The Newton stabilizes cameras to capture steady shots from compact rigs with box-type Ultra-HD cinema and TV cameras. The 15-lb unit can be mounted on 1D/2D/3D wire-cam systems, cranes, dollies, motorcycles, jet skis and other vehicles and any compact moving rig where weight and visual footprint need to be minimized. Powered by Intuitive Aerial’s gyro-stabilization technology and the Dominion gimbal/camera controller, the Newton enables precise image capture with full lens and camera control and complete freedom of movement on wired or wireless operations.
“We’ve been searching for a lightweight functional head for a long time,” said Daniel Pfleger, supervisor at RTS, which is working with NEP Sweden on the live events. Based in Germany, RTS provides filmmakers and broadcasters with creative options for moving cameras. “The Newton is the first stabilized remote head that comes at an affordable price and with excellent support.”
The Eurovision Song Contest is one of the biggest television events with 180 million viewers worldwide and will be hosted this year in Stockholm. NEP Sweden was tapped by the host broadcaster to provide broadcast equipment for the three live TV events: the semi-finals on May 10 and 12, and the final on May 14.
“The lightweight and compact Newton is perfect for the small TV cameras we rely on, such as the Sony P1 and Grass Valley’s LDX Compact,” said Engström. “Together with these cameras and wide-angled lenses, it’s a great setup.”

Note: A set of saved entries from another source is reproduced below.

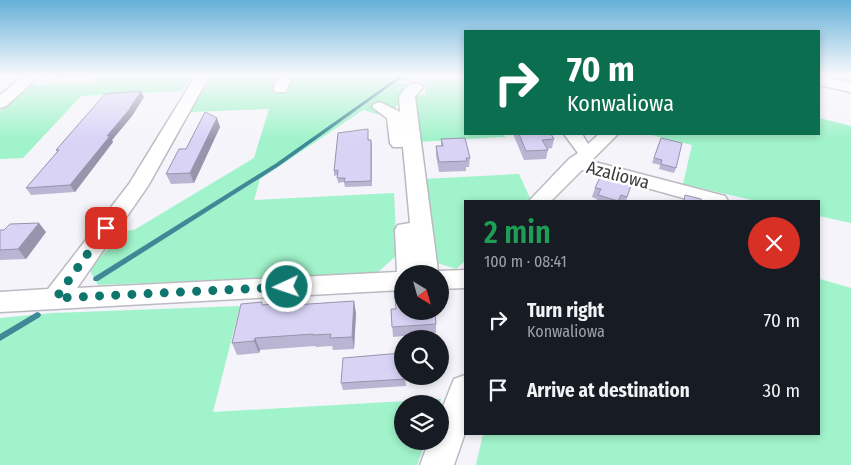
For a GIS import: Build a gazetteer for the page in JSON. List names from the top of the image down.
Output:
{
  "streets": {
    "street": ["Azaliowa"]
  },
  "north": "bottom right",
  "page": {
    "turn": ["70 m", "Konwaliowa"],
    "heading": ["2 min", "100 m · 08:41"],
    "list": [
      {
        "name": "Turn right",
        "note": "Konwaliowa",
        "value": "70 m"
      },
      {
        "name": "Arrive at destination",
        "value": "30 m"
      }
    ]
  }
}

The two Newton heads will run along a set of rails 10 meters long at the front of the stage that includes a tower, meaning that the Newton can be moved up and down, as well as horizontally along the stage.
“There will be a slight wobble in the tower because of the way it’s connected to the horizontal rails,” Engström explained. “This is where the gyro-stabilization of the Newton will be really important to shoot all of the live action without distracting camera judder.”
The Newton is controlled by the Intuitive Aerial Dominion gimbal/camera controller, providing precise operation of the head, camera and lens via dual-frequency wireless communication, allowing the Newton and Dominion to perform together in congested wireless environments, along with an optional control-over-fiber interface. This allows for complete integration into broadcast workflows on remote operation.
“Using the Newton on Eurovision opens up a new perspective of camera movement for us,” said Pfleger. “It makes it possible for us to embrace the trend toward smaller, lighter and unobtrusive camera systems.”